» **TO DO**
Lift out each line of the data that holds "fillText".

___ DATA LISTING

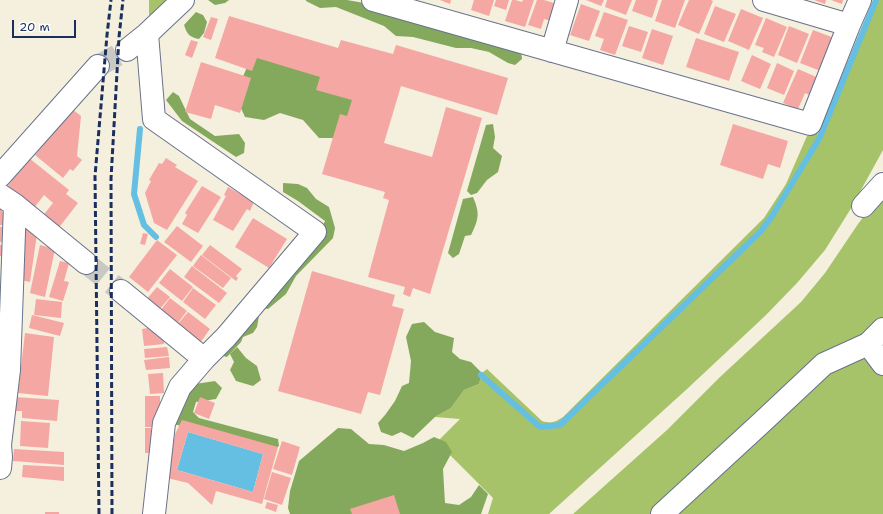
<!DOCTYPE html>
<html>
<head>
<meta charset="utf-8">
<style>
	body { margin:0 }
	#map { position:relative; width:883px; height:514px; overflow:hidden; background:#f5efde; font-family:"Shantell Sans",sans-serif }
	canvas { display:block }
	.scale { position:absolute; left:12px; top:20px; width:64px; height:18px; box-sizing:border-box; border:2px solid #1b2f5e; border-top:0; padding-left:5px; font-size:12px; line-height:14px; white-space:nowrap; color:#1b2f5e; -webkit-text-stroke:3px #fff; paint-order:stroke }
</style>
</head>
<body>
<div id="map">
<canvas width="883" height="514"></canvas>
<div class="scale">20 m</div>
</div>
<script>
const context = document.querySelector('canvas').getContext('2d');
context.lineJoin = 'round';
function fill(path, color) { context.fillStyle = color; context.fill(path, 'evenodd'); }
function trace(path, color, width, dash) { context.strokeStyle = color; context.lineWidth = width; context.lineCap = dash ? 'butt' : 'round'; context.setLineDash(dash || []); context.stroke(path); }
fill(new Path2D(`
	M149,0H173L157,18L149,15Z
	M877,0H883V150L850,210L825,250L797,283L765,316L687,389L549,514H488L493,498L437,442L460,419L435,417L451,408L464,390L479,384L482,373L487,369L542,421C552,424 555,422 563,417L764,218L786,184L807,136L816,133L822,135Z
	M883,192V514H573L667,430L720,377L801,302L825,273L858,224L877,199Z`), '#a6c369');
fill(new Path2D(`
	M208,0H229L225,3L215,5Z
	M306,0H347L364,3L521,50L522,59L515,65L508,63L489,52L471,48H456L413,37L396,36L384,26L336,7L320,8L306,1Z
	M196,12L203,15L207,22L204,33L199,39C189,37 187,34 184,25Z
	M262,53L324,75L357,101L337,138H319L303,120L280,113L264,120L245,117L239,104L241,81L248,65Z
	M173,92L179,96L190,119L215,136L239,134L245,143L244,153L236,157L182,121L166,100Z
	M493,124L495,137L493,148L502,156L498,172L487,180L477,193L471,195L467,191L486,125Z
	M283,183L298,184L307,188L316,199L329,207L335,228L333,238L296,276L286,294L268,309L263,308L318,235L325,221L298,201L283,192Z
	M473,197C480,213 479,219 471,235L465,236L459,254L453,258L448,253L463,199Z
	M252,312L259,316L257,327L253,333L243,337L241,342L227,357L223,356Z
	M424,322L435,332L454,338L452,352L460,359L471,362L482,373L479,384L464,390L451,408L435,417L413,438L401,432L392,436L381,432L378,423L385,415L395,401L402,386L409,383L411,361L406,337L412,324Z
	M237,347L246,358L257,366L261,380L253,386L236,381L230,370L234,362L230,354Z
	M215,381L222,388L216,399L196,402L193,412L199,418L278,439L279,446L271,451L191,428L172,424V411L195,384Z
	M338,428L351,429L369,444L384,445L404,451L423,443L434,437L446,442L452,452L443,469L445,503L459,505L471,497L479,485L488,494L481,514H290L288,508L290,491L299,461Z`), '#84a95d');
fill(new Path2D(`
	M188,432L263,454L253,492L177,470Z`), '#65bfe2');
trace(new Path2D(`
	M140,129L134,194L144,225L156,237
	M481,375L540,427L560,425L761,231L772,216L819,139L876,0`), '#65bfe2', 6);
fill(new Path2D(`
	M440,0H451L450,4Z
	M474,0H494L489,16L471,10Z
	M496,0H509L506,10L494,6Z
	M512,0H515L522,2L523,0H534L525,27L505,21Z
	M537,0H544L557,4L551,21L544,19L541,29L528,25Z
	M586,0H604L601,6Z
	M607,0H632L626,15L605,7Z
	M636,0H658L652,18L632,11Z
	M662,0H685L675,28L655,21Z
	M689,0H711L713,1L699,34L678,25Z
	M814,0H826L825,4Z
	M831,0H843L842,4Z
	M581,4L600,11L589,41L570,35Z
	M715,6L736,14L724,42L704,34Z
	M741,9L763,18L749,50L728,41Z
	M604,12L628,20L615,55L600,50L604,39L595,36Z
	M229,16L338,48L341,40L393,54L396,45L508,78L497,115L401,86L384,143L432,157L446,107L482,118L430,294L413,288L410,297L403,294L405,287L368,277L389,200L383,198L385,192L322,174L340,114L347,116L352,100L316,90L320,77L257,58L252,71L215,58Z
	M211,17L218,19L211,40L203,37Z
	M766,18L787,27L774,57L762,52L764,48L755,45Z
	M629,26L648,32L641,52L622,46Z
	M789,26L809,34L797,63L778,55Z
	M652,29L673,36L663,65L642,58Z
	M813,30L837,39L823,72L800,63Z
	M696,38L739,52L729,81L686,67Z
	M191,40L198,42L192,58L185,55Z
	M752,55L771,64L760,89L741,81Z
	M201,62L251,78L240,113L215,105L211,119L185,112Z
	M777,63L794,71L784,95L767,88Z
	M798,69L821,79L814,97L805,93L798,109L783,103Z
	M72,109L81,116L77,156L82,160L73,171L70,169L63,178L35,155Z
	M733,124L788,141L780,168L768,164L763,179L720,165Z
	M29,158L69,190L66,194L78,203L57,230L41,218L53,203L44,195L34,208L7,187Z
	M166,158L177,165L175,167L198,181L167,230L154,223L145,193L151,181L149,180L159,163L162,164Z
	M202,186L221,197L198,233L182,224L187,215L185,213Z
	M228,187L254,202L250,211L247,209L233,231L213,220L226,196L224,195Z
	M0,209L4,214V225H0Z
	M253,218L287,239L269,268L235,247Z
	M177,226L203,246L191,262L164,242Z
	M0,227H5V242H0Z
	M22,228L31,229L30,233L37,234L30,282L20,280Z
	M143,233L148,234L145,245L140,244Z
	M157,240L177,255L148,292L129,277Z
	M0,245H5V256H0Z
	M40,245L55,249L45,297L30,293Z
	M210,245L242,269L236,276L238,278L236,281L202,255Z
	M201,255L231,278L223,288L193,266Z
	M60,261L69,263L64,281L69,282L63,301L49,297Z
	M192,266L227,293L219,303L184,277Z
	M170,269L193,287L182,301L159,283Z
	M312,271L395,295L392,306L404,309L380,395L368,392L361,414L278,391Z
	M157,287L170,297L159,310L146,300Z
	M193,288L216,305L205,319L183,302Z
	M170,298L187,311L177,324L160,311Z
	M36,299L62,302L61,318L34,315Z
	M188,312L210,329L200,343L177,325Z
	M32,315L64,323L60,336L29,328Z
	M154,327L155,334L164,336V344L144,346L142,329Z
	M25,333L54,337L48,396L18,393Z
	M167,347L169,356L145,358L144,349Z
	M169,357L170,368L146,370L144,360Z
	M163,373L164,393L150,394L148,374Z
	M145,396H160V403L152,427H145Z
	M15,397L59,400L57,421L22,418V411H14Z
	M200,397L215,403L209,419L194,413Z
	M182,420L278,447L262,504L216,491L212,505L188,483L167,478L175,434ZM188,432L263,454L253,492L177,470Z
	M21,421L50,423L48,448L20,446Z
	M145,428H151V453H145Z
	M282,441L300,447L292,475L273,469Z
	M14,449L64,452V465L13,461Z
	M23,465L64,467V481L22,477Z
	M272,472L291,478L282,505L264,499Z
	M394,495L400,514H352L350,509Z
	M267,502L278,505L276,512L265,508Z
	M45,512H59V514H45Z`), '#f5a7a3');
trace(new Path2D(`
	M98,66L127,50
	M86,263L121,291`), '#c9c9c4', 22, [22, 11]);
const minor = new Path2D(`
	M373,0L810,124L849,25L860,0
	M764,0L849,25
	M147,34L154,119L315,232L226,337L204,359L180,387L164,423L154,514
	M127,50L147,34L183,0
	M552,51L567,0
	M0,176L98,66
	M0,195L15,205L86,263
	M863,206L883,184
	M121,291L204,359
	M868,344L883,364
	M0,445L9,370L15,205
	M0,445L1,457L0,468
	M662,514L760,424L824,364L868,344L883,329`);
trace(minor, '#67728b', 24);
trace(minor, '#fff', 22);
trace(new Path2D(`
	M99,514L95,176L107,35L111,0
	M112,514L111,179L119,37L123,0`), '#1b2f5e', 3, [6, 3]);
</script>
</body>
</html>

______
___ DATA LISTING

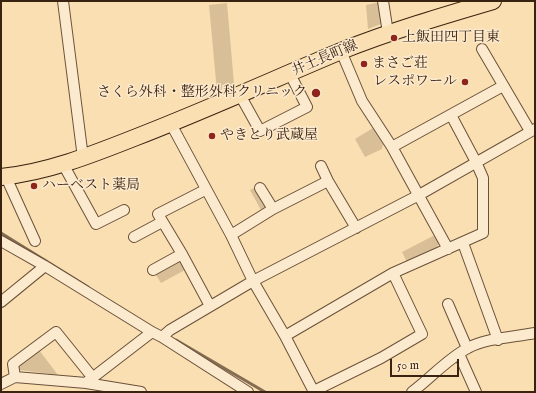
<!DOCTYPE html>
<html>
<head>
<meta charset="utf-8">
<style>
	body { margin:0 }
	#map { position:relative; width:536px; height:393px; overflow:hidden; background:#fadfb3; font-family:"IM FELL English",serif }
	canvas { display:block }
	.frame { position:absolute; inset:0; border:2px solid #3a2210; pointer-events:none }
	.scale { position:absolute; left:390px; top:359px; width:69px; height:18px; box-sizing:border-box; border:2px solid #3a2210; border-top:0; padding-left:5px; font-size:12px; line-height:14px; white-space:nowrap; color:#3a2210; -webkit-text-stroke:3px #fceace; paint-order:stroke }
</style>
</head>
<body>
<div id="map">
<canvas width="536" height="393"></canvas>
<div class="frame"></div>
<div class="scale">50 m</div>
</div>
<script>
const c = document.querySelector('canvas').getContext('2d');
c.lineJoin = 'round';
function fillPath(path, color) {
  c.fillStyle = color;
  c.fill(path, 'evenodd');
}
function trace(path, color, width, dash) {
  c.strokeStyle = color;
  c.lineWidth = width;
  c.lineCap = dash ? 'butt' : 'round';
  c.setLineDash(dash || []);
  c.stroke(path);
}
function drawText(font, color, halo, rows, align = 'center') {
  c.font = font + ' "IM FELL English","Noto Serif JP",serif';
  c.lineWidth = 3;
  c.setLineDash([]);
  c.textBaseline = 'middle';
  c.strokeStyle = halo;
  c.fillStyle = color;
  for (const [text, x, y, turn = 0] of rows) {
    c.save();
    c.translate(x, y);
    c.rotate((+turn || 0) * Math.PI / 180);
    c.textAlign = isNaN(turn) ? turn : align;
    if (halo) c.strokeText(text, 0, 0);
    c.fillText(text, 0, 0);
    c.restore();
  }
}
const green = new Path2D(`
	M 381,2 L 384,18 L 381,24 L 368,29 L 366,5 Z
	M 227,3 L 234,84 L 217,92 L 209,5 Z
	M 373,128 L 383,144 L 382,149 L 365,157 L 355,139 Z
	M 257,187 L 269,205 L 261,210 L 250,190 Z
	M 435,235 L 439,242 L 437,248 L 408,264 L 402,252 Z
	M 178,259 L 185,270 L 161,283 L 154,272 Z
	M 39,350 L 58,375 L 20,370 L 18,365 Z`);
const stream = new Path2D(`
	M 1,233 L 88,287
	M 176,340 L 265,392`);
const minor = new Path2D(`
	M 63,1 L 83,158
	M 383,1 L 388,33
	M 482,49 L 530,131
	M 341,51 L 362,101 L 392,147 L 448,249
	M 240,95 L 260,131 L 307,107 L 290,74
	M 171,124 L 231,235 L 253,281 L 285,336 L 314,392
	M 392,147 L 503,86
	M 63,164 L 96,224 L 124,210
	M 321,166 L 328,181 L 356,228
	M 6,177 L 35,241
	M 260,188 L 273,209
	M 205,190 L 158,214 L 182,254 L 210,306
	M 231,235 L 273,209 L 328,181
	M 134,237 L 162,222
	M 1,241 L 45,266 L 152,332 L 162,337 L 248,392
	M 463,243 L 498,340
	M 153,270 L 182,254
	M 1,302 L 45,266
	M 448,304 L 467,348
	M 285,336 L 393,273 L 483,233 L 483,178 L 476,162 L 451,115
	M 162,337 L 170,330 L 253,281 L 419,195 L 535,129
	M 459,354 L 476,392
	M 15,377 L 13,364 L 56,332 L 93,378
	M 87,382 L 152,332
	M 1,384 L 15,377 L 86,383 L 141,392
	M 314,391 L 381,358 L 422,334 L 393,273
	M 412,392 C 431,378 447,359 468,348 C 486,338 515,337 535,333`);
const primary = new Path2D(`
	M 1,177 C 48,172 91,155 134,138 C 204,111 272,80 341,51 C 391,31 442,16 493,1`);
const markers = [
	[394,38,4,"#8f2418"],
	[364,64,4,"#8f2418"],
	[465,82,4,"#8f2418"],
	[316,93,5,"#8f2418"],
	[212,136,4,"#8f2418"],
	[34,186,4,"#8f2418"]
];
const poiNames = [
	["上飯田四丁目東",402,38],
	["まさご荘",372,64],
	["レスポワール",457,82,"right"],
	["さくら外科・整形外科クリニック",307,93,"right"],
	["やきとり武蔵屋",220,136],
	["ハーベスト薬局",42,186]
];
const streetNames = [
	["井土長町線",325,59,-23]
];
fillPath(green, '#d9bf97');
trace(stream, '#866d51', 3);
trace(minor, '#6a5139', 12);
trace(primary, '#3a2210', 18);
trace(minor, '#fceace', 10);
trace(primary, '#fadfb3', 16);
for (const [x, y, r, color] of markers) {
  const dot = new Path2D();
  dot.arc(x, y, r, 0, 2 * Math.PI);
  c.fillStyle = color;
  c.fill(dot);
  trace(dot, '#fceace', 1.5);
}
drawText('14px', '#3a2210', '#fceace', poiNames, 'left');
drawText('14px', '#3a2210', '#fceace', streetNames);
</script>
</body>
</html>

______
___ DATA LISTING

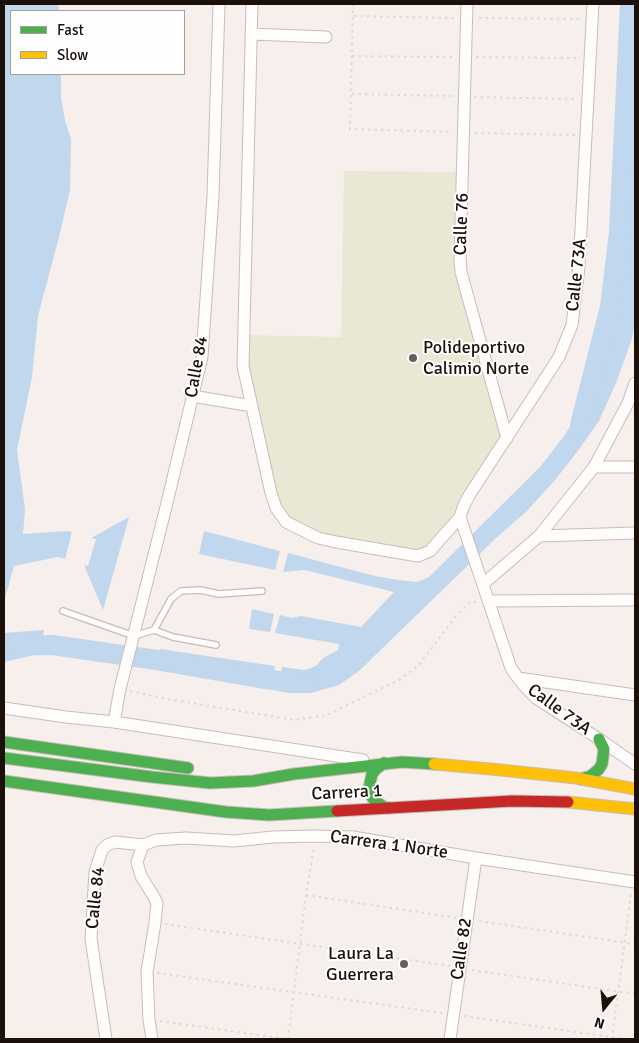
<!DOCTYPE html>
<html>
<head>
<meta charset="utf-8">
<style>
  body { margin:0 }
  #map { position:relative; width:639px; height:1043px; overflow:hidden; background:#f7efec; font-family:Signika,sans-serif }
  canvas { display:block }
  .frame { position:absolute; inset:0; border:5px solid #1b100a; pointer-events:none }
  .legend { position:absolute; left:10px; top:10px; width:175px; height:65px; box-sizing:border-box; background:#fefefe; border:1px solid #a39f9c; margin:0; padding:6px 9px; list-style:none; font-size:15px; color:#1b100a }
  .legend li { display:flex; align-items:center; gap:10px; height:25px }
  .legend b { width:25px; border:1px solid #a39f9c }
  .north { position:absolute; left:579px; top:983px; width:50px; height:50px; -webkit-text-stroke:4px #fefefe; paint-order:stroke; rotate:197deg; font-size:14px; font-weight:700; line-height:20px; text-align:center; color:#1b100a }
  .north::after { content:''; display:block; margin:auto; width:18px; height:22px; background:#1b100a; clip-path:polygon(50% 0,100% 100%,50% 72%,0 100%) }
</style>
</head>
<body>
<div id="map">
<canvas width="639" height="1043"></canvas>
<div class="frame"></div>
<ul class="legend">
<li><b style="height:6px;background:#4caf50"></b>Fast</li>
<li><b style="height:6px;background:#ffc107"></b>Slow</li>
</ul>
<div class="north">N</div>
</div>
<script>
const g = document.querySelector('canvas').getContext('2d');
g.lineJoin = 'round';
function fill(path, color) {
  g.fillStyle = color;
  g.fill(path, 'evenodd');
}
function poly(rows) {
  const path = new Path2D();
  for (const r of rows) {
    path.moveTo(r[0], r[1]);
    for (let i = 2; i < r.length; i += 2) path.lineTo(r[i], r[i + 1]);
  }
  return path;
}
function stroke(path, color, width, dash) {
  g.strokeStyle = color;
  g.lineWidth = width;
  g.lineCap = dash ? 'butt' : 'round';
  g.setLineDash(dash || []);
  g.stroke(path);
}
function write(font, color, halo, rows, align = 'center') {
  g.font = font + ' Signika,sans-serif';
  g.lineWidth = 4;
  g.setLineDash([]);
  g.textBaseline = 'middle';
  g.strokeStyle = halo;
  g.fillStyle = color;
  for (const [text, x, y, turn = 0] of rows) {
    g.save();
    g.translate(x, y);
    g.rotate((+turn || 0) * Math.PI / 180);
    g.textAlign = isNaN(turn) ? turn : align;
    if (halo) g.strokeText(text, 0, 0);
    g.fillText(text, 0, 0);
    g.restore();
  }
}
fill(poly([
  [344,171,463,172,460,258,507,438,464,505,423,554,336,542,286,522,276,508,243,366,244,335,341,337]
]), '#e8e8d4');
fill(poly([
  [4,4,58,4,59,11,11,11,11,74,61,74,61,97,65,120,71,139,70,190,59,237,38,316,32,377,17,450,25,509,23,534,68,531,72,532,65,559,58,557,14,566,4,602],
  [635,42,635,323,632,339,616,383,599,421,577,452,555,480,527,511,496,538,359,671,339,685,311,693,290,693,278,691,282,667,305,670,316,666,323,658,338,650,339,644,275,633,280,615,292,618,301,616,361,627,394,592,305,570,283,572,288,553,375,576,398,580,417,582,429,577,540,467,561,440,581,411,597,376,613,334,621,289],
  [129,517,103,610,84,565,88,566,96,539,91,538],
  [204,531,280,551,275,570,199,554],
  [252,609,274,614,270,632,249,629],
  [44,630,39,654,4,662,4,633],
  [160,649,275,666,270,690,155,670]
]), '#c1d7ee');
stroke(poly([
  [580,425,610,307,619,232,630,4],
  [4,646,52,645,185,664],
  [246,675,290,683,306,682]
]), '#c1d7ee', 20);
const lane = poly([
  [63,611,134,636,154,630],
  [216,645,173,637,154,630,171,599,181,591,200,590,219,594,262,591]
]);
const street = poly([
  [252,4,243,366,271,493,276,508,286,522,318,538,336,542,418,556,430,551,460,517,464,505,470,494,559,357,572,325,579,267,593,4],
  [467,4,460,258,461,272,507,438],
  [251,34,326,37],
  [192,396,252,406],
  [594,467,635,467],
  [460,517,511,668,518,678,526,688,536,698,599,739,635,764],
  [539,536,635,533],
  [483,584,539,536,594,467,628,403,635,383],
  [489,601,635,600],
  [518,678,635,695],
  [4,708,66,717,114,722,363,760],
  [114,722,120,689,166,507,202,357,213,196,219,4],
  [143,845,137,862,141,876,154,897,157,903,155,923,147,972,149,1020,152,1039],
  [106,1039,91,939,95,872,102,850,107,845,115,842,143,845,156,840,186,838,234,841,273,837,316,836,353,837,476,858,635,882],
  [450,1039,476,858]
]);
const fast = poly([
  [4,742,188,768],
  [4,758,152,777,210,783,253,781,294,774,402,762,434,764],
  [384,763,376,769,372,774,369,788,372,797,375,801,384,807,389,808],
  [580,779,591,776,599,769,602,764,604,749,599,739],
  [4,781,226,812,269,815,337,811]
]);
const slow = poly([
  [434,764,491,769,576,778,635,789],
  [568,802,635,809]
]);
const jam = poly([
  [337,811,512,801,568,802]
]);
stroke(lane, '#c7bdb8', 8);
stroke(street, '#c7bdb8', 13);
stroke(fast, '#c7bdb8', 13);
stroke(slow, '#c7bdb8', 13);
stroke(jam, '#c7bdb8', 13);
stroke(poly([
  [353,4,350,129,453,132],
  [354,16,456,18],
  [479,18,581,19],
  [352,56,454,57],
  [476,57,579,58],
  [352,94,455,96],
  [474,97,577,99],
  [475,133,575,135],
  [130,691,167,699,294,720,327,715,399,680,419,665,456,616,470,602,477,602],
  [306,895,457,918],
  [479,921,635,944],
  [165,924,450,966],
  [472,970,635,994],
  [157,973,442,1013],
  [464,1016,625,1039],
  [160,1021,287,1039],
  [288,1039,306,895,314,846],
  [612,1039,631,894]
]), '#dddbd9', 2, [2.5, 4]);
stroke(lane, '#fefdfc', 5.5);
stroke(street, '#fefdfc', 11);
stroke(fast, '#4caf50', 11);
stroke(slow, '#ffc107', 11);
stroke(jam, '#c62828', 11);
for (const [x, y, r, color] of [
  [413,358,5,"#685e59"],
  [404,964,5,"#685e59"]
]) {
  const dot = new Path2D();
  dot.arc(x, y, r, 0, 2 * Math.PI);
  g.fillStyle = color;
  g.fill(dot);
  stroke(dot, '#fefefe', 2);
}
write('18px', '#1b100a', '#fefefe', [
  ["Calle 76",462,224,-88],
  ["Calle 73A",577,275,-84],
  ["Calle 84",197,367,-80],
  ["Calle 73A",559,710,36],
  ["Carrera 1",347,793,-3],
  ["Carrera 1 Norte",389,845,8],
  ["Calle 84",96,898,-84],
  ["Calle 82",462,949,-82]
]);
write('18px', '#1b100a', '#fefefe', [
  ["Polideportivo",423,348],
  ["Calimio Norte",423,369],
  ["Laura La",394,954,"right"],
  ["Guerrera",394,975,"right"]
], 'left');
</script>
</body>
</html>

______

» **TASK RESPONSE**
    c.fillText(text, 0, 0);
    g.fillText(text, 0, 0);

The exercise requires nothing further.